One other walking tip that may or may not be a problem for you. If they break heal by trying to get ahead of you (pulling), make a very short leash and hold your leash hand and arm back behind you as far as you can and hold it with all your might. Then sloooow way down, to even almost a slow motion walk. When he releases the pressure and starts to get into heal (because he will naturally not want to walk that darn slowly), you can start walking at a more normal pace and try to walk with a loose leash. Keep repeating until he stops going ahead of you. This way he is not PULLING you anymore, you are HOLDING him back. Seems like a small difference, but it keeps the dog in "follow" mode and there isn't a perceived tug of war. This technique has always worked really well for me.


----------



## mayastig (Jun 4, 2010)

thanks for all your inputs!

i took gunther for another walk/short training period this afternoon. i noticed when we get to a new part of a street we have never gone through before, he will slow his walk ang begin his "stop" position. after playing with him to ease things around, he would continue to walk. if we go back the other direction (which we came through), it looks like he has no hesitations and just walks.

seems like he was just scared perhaps of his surroundings?


----------



## HMV (May 17, 2010)

My advice FWIW.

1. Get rid of the choke chain and buy a prong collar.
2. Spend more time bonding with him, buy a ball on a rope and use it as a special toy just for you and him to play with. Don't leave it laying about when your out. When you go for a walk make him aware that the ball is in your pocket.
3. If he knows the heel command and is choosing to ignore it, correct him. A swift pull on the prong collar with the word Heel in a stern sharp voice should bring it home who is the boss and who isn't.


----------



## HMV (May 17, 2010)

mayastig said:


> thanks for all your inputs!
> 
> i took gunther for another walk/short training period this afternoon. i noticed when we get to a new part of a street we have never gone through before, he will slow his walk ang begin his "stop" position.
> seems like he was just scared perhaps of his surroundings?
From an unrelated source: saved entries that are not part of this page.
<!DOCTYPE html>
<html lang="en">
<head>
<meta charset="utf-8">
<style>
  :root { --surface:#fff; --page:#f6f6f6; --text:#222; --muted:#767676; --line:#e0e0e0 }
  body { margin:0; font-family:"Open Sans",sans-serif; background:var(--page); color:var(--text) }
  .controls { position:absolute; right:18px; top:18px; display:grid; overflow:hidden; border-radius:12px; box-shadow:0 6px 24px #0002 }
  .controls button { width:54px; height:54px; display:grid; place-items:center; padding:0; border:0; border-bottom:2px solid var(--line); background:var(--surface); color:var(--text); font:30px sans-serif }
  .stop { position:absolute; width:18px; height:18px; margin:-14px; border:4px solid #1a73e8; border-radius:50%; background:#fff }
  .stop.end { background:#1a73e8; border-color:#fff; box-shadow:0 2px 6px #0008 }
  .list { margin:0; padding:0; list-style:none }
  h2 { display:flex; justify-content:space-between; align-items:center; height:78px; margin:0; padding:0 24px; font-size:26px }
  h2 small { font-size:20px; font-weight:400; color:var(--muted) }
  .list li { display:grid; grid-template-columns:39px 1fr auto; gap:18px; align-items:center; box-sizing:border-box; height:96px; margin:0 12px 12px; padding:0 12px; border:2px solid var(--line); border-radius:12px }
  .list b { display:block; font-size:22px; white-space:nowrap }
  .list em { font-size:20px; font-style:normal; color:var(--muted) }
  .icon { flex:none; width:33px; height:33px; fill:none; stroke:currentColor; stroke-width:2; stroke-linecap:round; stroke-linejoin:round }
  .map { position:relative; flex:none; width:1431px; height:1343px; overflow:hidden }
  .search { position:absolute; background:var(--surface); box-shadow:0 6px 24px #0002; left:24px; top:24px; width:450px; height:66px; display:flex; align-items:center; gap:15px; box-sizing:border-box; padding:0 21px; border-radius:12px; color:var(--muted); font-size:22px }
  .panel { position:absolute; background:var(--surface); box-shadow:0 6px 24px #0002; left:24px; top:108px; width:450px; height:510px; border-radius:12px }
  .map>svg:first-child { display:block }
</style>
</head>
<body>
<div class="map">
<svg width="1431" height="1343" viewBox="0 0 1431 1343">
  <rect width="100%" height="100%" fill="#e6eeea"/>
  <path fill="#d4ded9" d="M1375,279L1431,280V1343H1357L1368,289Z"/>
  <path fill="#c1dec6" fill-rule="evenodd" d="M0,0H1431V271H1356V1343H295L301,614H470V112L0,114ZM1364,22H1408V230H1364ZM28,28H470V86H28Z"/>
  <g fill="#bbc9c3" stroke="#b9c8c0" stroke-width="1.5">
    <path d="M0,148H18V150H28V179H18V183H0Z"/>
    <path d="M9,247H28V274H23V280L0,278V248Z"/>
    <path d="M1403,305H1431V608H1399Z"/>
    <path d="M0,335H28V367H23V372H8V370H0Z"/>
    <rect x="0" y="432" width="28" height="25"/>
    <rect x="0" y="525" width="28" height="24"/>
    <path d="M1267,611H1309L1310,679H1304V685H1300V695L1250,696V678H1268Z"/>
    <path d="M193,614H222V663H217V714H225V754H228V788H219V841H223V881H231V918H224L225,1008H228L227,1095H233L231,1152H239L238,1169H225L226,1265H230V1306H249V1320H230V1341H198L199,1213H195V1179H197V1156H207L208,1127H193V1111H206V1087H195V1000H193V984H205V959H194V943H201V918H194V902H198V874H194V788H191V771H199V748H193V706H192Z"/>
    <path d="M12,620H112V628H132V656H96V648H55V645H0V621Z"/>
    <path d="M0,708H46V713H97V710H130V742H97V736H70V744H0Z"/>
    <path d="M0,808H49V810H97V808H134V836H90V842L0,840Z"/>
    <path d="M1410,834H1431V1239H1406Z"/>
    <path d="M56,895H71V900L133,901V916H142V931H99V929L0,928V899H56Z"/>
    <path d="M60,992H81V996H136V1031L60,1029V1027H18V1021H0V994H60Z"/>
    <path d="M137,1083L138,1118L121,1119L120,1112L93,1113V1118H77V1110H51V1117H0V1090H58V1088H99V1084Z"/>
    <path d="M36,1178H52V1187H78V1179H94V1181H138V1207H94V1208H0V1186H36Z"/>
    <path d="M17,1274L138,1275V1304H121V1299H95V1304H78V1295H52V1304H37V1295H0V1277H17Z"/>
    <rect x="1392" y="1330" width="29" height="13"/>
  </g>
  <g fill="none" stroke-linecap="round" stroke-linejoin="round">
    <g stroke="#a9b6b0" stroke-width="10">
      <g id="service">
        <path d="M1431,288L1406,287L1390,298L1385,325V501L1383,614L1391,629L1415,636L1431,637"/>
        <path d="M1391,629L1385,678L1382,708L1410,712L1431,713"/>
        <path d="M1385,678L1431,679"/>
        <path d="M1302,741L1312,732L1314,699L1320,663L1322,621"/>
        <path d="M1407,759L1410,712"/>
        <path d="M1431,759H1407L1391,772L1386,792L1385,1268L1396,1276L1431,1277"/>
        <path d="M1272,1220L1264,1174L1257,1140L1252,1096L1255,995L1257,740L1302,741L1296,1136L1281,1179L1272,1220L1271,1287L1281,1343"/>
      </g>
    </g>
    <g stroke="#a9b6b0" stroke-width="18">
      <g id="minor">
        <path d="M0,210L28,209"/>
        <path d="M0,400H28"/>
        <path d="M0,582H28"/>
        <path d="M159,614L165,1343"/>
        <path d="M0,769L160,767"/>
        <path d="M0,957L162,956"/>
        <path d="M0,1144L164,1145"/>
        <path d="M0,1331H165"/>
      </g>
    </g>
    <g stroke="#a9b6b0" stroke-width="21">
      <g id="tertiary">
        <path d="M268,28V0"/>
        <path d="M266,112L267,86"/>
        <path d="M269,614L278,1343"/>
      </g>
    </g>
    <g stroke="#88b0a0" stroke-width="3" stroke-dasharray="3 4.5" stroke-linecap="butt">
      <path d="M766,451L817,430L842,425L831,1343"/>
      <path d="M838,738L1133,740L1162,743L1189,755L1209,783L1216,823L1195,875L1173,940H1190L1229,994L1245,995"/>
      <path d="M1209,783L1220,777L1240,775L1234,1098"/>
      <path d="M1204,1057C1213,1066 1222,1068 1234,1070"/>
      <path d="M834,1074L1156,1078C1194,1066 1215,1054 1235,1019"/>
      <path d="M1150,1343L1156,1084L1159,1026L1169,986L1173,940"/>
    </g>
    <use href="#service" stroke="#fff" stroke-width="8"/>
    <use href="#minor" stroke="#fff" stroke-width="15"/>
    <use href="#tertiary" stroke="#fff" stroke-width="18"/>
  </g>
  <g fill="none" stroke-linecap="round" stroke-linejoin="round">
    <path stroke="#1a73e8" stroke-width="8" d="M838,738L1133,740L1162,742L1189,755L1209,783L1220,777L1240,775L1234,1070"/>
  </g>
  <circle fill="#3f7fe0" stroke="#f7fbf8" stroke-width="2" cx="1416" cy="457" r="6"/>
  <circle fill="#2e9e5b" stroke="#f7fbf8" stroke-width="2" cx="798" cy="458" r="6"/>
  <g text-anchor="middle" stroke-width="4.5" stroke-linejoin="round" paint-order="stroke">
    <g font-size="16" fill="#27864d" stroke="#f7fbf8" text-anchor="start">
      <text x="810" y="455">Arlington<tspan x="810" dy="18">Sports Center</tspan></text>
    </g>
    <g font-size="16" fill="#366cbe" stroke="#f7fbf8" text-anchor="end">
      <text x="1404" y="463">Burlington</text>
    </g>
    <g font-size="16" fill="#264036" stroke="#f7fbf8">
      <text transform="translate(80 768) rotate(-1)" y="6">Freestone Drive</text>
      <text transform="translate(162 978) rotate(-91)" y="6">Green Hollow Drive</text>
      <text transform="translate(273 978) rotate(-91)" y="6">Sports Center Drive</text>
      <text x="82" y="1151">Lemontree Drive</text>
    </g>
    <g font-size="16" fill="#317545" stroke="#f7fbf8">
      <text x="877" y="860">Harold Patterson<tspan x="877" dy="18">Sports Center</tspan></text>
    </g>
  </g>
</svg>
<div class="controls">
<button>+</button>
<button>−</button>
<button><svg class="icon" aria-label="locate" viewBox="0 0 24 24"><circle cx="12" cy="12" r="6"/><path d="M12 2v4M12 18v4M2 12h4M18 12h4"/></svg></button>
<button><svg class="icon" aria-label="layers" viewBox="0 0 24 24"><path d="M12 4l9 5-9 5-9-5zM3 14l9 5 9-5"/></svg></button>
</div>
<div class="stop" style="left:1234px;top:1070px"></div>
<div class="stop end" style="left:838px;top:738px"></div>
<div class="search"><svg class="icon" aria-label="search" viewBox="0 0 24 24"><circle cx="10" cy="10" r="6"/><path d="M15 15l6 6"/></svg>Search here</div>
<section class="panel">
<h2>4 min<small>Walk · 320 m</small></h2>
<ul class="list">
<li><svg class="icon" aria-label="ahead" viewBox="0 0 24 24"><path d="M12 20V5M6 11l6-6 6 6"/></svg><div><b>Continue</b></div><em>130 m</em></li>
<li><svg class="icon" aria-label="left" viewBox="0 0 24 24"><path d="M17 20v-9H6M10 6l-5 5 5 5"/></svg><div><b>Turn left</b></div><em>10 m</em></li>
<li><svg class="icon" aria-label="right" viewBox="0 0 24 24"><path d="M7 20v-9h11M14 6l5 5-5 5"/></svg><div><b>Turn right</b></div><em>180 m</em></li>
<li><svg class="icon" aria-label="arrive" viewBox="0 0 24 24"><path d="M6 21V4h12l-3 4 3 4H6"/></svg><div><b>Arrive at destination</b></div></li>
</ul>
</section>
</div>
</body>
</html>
Because you have took him out of his comfort zone and into the unknown, sounds like a dog that is a bit unsure of himself and surroundings at the moment, like I said above do a lot more bonding with him so he trusts you and wont question where you are taking him.


----------



## doggiedad (Dec 2, 2007)

work your dog in the area where he
seems hesitant. make the sessions short.
give lots of praise and treats.

my dog froze in certain areas. sometimes when
my dog froze i would avoid that area
for a few days and then go back to
it for more training.



mayastig said:


> thanks for all your inputs!
> 
> i took gunther for another walk/short training period this afternoon. i noticed when we get to a new part of a street we have never gone through before, he will slow his walk ang begin his "stop" position. after playing with him to ease things around, he would continue to walk. if we go back the other direction (which we came through), it looks like he has no hesitations and just walks.
> 
> seems like he was just scared perhaps of his surroundings?


----------